Pour Hollande, Sarkozy ne répond pas sur son financement

François Hollande a dénoncé vendredi "une méthode" de Nicolas Sarkozy pour esquiver les questions sur le financement de sa campagne, en réponse aux propos du président-candidat UMP sur "un système mafieux" PS dans les Bouches-du-Rhône.[AFP]

François Hollande a dénoncé vendredi "une méthode" de Nicolas Sarkozy pour esquiver les questions sur le financement de sa campagne, en réponse aux propos du président-candidat UMP sur "un système mafieux" PS dans les Bouches-du-Rhône.
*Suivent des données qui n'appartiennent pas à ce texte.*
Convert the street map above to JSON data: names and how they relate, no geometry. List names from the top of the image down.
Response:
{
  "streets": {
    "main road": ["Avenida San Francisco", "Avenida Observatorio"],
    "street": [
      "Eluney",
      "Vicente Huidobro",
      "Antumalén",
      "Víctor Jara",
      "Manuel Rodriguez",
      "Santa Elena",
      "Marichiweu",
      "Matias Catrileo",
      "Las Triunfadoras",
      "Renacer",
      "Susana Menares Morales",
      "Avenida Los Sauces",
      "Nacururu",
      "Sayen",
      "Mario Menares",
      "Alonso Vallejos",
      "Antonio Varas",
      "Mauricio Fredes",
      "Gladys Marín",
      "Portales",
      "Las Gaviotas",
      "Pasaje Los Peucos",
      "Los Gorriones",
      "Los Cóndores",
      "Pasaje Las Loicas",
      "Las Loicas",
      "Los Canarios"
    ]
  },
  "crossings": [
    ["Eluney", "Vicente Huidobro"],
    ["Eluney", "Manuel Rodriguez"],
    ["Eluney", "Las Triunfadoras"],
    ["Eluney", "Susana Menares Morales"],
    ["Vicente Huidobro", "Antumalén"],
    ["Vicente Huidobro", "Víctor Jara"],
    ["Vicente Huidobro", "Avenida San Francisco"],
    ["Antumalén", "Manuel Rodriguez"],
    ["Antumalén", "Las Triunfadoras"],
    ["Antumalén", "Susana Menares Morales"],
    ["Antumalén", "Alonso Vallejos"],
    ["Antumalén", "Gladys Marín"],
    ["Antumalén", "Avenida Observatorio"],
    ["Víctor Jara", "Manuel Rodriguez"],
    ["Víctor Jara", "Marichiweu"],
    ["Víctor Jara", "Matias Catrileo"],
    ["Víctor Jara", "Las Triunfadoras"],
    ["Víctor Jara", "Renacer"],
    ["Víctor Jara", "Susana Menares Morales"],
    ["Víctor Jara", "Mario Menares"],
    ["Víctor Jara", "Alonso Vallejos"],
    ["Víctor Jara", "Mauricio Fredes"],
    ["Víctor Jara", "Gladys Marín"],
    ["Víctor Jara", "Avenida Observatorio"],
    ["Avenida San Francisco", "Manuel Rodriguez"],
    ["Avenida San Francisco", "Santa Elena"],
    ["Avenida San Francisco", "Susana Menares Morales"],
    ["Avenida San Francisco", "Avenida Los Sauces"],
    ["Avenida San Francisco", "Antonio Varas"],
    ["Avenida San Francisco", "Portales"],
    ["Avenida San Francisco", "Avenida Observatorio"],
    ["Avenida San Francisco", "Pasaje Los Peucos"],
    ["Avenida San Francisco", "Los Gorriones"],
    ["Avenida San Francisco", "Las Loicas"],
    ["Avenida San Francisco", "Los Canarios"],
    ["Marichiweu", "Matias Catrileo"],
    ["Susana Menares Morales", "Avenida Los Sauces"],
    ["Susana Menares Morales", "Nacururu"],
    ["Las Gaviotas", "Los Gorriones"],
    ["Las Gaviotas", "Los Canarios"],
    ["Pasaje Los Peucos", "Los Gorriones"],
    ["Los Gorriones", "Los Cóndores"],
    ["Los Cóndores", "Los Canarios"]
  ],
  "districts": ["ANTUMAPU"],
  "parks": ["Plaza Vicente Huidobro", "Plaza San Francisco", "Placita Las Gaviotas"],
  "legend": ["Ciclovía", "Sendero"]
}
C'est "une méthode pour ne pas répondre à la question qui lui était posée, qui concernait le financement de sa propre campagne, des soupçons qui existent et ce qui s'est passé aussi en 1995 dans la campagne Balladur", a déclaré le candidat PS à la presse, en marge d'un déplacement à Vaulx-en-Velin (Rhône).

Sur RTL, M. Sarkozy venait de démentir à nouveau tout financement illégal de sa campagne présidentielle, ajoutant qu'il faudrait demander à M. Hollande "pourquoi, en dix ans de Parti socialiste, il a pu laisser la fédération des Bouches-du-Rhône avec un système mafieux de financement" et poser également des questions sur le Pas-de-Calais.

"J'ai été Premier secrétaire du PS pendant dix ans, eh bien il n'y a eu aucune procédure qui a été engagée dans quelque fédération que ce soit", a rétorqué M. Hollande. "S'il y en avait eu, j'aurais immédiatement procédé à un certain nombre de sanctions".

Donc, Nicolas Sarkozy "est une nouvelle fois mal inspiré, peut-être parce qu'il avait des inquiétudes", a poursuivi le candidat socialiste.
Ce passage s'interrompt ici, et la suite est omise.